Bea ten Tusscher (62) will succeed Jos Douma in September. Douma had been doing a good job in opening his communication lines to all religions, bigger and smaller, older and newest, an openness and dialogue that especially religious minorities expect the new Ambassador to maintain and increase. Douma became the first Special Envoy of Religion in the Netherlands in 2019. The position was created to protect religious freedom worldwide.
Dutch efforts to promote freedom of religion and belief worldwide
The website of the Dutch Ministry of Foreign Affairs says that they protect this right and others by:
- ensuring freedom of religion and belief is a top priority at various international organisations including the European Union (EU), the United Nations (UN), the Organization for Security and Co-operation in Europe (OCSE) and the Council of Europe (CoE);
- highlighting the importance of freedom of religion and belief in various settings. For instance in talks with the government of the country in question or in dialogues with religious leaders;
- financing projects through the Human Rights Funds. For an up-to-date overview of projects see the Human Rights Report which is submitted to Parliament each year;
- having the Human Rights Ambassador raise the issue in countries where these freedoms
The new protector of FoRB on the block
The new Ambassador or Special Envoy has built up herself much experience within the Dutch diplomatic world having served in several positions at the Ministry of Foreign Affairs since 1986.

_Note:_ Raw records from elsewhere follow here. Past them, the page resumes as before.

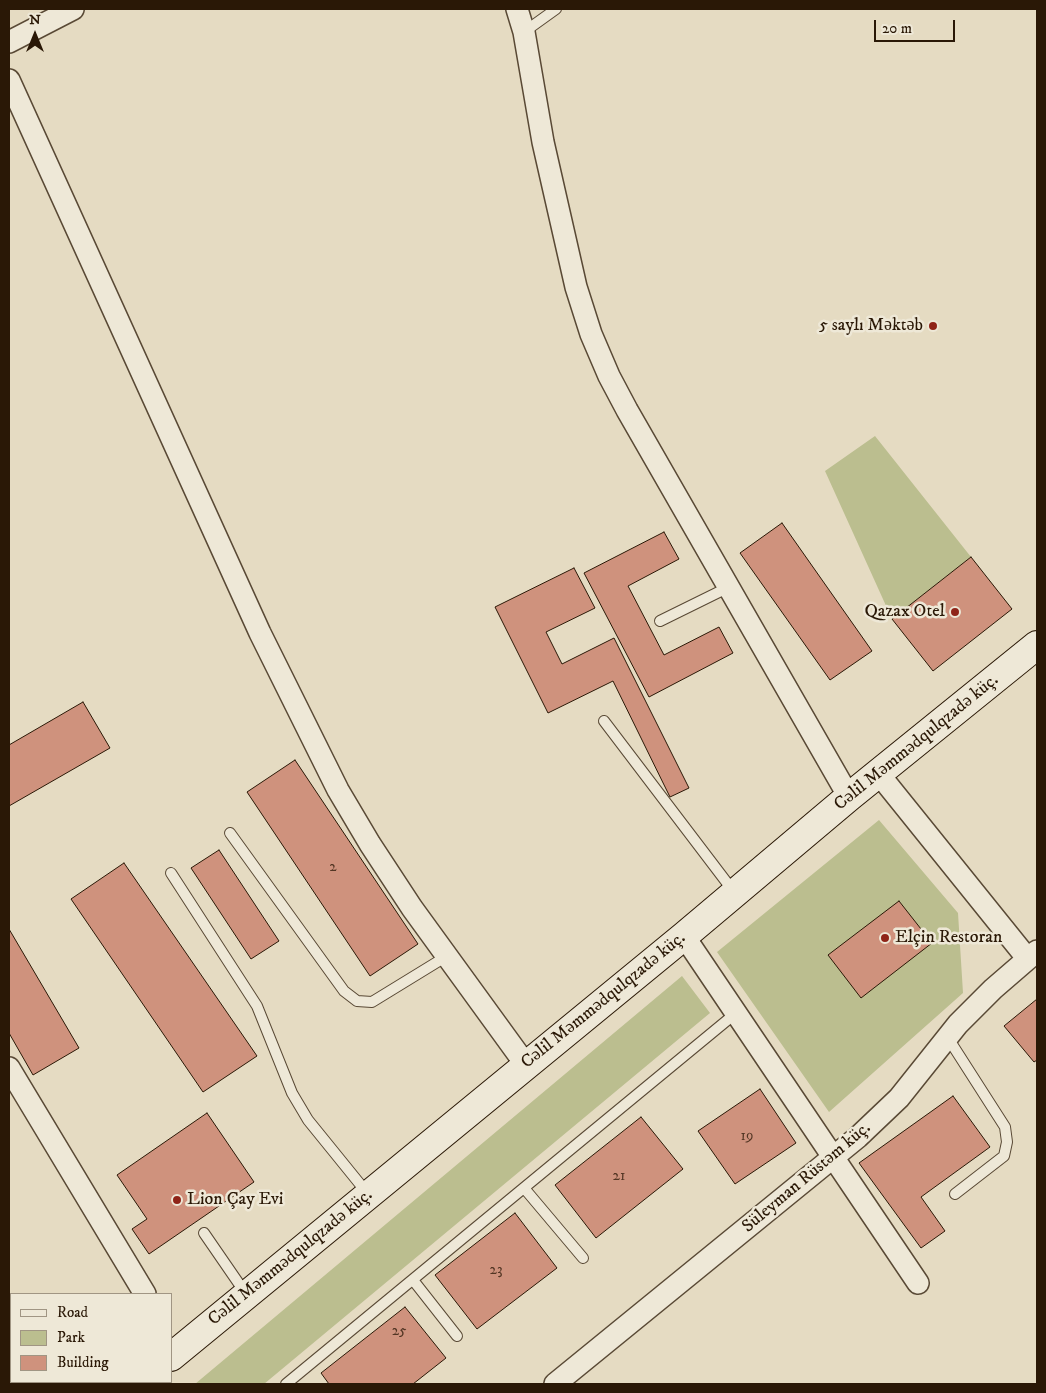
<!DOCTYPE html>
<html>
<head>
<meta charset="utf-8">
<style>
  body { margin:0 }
  #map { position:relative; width:1046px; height:1393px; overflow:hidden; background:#e5dbc2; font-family:"IM FELL DW Pica",serif }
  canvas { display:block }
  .frame { position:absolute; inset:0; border:10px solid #2a1806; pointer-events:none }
  .legend { position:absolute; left:10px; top:1293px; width:162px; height:90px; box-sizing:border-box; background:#eee8d7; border:1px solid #a09583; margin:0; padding:6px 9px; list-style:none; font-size:15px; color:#2a1806 }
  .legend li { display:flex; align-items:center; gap:10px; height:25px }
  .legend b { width:25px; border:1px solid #a09583 }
  .north { position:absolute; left:10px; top:10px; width:50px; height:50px; -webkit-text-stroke:4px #eee8d7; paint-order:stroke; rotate:0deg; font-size:14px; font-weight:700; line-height:20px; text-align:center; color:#2a1806 }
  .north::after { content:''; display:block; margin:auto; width:18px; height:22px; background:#2a1806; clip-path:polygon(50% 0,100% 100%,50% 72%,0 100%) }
  .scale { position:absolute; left:874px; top:20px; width:81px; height:22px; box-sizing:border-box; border:2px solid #2a1806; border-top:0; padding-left:6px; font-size:15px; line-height:18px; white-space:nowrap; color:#2a1806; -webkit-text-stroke:4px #eee8d7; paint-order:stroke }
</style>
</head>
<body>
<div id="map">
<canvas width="1046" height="1393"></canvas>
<div class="frame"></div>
<ul class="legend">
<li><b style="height:6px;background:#eee8d7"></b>Road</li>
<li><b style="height:14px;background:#bbbe8f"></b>Park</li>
<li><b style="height:14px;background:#cf927d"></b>Building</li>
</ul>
<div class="north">N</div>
<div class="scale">20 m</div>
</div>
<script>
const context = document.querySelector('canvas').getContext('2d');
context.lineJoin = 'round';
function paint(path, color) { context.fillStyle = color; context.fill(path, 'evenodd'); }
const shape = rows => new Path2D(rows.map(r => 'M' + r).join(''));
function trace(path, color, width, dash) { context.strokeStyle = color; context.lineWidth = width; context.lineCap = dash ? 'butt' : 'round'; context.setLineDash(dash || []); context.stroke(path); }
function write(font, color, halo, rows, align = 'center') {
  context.font = font + ' "IM FELL DW Pica",serif'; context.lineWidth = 5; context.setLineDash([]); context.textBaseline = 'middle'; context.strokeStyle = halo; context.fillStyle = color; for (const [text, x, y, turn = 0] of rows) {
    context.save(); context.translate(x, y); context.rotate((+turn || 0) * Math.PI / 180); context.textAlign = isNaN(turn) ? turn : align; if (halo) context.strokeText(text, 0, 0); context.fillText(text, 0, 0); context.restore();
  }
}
paint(shape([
  [875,436,971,557,892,619,825,471],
  [879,820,958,913,963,993,829,1112,717,952],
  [682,976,710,1013,264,1384,195,1384]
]), '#bbbe8f');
const building = shape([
  [782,523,872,651,830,680,740,553,782,523],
  [664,532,679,559,628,586,664,655,719,627,733,653,649,697,584,573,664,532],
  [971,557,1012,609,933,671,892,619,971,557],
  [574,568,595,608,546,632,562,664,614,638,689,788,670,797,613,681,548,713,495,607,574,568],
  [83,702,110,748,9,806,9,745,83,702],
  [295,760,418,944,370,976,247,792,295,760],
  [219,850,279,941,251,959,191,868,219,850],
  [124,863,257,1056,203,1092,71,899,124,863],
  [899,901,932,943,861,998,828,955,899,901],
  [9,929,79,1048,33,1075,9,1033,9,929],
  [1037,999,1037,1060,1034,1062,1004,1026,1037,999],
  [760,1089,796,1143,735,1184,698,1131,760,1089],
  [953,1096,990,1147,921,1197,945,1231,921,1248,859,1163,953,1096],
  [207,1113,254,1182,149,1254,132,1229,147,1219,117,1175,207,1113],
  [641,1117,683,1169,596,1238,555,1185,641,1117],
  [515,1213,557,1268,477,1329,435,1275,515,1213],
  [405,1307,446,1358,413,1384,329,1384,321,1373,405,1307]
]);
paint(building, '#cf927d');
trace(building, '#2a1806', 1);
const lane = shape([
  [524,32,556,9],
  [660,621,729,587],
  [604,721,734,892],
  [230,833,344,991,357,1001,372,1002,447,956],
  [171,873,257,1006,292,1093,308,1120,368,1194],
  [948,1038,1005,1127,1007,1142,1004,1156,955,1194],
  [524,1188,583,1258],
  [204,1233,246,1294],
  [413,1280,457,1336],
  [286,1384,736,1013]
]);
const street = shape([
  [517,9,524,32,543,142,576,287,591,334,609,376,627,410,849,797],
  [9,42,73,9],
  [9,80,260,633,338,790,370,844,412,908,526,1065],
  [878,773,1027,958],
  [684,936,918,1283],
  [9,1068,145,1294],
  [555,1384,858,1137,899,1098,958,1024,993,989,1037,951]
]);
const secondary = shape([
  [171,1357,684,936,849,797,1037,645],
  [138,1384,141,1382]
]);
trace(lane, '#594935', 12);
trace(street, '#594935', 24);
trace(secondary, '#2a1806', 30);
trace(lane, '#eee8d7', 10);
trace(street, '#eee8d7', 21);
trace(secondary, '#eee8d7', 28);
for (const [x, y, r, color] of [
  [933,326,5,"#8f2418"],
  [955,612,5,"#8f2418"],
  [885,938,5,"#8f2418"],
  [177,1200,5,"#8f2418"]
]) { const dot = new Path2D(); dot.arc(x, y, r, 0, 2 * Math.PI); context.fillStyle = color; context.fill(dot); trace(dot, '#eee8d7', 2); }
write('15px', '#533624', null, [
  ["2",333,868],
  ["19",747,1137],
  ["21",619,1177],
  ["23",496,1271],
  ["25",399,1332]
]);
write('18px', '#2a1806', '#eee8d7', [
  ["5 saylı Məktəb",923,326],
  ["Qazax Otel",945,612],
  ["Elçin Restoran",895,938,"left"],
  ["Lion Çay Evi",187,1200,"left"]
], 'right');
write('18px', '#2a1806', '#eee8d7', [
  ["Cəlil Məmmədqulqzadə küç.",917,743,-39],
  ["Cəlil Məmmədqulqzadə küç.",604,1001,-39],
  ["Süleyman Rüstəm küç.",807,1178,-40],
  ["Cəlil Məmmədqulqzadə küç.",291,1258,-39]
]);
</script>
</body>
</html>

Ten Tusscher served as an ambassador in Guatemala, Bangladesh, Norway and most recently in Bulgaria (2017-2021). From 2009 to 2021, she was the head of the department of Human Rights, Gender, Good Governance and Humanitarian Aid.

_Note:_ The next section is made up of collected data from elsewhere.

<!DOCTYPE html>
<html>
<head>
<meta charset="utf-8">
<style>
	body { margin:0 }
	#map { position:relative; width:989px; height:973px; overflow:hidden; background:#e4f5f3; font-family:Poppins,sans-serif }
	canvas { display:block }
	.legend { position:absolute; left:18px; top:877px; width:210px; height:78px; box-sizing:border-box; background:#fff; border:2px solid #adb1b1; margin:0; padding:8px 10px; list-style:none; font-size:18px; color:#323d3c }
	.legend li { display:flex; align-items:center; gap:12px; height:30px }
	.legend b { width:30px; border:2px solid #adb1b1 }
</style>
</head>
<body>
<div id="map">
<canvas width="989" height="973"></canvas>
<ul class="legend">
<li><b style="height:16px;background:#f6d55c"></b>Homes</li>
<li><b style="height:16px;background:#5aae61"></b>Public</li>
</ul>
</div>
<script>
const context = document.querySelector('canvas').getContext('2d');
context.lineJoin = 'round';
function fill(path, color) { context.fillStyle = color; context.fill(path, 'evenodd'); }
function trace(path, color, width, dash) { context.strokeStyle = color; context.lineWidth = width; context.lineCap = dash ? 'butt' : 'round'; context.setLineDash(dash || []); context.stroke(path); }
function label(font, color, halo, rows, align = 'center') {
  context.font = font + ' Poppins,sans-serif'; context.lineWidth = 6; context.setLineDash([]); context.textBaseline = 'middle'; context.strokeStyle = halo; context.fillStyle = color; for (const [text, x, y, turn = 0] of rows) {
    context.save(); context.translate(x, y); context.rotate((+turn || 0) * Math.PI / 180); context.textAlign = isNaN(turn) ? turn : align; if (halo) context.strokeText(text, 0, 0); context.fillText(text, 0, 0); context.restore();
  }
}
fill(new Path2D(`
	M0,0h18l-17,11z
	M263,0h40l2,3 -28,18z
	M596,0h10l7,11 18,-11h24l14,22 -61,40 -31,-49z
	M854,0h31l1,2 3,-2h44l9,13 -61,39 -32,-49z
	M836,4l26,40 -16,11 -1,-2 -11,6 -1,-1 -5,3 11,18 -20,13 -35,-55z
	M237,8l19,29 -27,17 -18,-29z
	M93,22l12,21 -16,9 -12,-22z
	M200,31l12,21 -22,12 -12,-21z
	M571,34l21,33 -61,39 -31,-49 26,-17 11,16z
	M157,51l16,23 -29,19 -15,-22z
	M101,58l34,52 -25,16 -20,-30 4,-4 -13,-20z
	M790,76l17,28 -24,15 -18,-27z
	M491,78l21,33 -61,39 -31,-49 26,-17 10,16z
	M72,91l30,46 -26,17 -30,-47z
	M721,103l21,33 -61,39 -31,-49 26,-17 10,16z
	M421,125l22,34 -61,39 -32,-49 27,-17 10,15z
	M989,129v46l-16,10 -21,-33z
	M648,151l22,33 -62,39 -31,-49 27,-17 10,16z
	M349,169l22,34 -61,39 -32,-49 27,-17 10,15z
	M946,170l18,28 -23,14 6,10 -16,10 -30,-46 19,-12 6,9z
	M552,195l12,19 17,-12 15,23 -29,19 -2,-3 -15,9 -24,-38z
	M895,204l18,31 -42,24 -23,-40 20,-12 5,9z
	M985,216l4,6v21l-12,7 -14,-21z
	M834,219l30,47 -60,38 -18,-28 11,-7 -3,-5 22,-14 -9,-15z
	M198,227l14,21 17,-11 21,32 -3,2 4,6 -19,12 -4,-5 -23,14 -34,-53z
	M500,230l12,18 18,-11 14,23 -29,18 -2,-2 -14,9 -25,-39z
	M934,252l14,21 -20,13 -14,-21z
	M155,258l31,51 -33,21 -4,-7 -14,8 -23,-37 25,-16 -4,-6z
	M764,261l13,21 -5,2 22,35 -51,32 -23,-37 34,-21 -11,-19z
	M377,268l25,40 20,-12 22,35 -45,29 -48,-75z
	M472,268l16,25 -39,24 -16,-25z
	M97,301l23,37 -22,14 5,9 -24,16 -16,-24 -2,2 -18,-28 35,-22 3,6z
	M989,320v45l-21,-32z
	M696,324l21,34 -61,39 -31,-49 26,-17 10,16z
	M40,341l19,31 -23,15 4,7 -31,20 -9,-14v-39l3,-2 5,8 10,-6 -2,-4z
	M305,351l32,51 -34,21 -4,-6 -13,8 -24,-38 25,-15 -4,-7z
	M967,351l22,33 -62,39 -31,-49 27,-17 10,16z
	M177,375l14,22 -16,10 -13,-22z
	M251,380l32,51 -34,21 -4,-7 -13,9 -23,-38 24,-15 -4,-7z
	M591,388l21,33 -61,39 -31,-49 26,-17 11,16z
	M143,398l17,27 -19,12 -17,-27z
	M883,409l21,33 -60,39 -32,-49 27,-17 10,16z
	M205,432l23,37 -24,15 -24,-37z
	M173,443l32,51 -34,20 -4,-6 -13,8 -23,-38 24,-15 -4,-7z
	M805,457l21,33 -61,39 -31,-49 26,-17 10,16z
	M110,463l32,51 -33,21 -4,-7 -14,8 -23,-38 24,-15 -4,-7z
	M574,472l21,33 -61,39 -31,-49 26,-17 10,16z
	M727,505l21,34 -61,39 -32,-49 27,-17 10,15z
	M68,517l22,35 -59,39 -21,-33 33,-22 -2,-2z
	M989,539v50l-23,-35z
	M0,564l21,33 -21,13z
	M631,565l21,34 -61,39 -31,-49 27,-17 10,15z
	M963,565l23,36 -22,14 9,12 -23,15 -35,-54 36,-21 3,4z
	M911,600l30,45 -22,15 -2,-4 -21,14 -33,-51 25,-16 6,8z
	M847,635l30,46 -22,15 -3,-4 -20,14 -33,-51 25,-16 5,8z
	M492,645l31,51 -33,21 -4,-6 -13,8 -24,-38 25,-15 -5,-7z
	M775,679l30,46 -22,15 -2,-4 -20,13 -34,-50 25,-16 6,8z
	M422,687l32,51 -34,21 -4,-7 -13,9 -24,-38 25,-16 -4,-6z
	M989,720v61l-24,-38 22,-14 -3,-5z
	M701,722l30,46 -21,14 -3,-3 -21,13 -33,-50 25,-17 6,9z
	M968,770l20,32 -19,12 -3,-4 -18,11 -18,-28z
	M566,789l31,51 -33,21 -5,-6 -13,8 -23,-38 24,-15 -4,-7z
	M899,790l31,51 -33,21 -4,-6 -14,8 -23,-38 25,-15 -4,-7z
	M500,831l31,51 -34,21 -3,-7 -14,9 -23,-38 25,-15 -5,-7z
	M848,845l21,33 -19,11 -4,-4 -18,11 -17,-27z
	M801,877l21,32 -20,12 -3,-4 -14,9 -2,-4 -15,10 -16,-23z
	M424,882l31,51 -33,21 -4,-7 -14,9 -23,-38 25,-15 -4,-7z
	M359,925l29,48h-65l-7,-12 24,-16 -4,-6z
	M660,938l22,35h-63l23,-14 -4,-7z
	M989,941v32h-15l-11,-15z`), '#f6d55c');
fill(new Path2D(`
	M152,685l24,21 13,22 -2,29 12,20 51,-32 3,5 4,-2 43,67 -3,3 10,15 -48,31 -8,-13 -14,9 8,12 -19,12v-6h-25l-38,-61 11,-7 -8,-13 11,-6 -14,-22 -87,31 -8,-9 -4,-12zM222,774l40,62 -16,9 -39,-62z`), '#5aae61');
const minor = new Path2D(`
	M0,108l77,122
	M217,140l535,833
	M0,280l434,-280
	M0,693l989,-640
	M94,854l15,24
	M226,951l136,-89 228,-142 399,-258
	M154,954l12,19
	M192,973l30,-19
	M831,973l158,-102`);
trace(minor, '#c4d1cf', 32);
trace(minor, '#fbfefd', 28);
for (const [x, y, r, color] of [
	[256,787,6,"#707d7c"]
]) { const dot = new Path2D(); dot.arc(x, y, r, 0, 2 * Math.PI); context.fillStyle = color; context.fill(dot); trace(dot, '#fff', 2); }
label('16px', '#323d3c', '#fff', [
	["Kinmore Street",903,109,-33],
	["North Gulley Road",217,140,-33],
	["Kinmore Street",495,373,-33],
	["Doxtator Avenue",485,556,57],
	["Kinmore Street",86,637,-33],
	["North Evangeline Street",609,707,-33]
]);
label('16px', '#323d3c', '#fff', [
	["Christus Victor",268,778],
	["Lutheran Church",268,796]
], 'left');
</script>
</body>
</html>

“In my career, I have built up much experience in protecting human rights”, Ten Tusscher explains her decision in a short written response, reported by the Dutch daily. “I want to contribute, together with Dutch and international partners, to freedom of religion and conviction for everyone, without fear or discrimination.”
FoRB, a commitment that has not yet been fulfilled
Ten Tusscher shows to be aware that the commitment of democratic societies to Freedom of Religion or Belief is still not fulfilled, especially, as she tells to the Dutch daily Reformatorish Dagblad, when “There are still countries in the world where you can get the death penalty for apostasy or blasphemy.”
Like many advocates of FoRB and many diplomats, Ten Tusscher noticed during her career that many people found “inspiration and support” in their religion. “The relevance of religion for society and politics, in diplomacy and development is often bigger than we think in our relatively secular Europe.”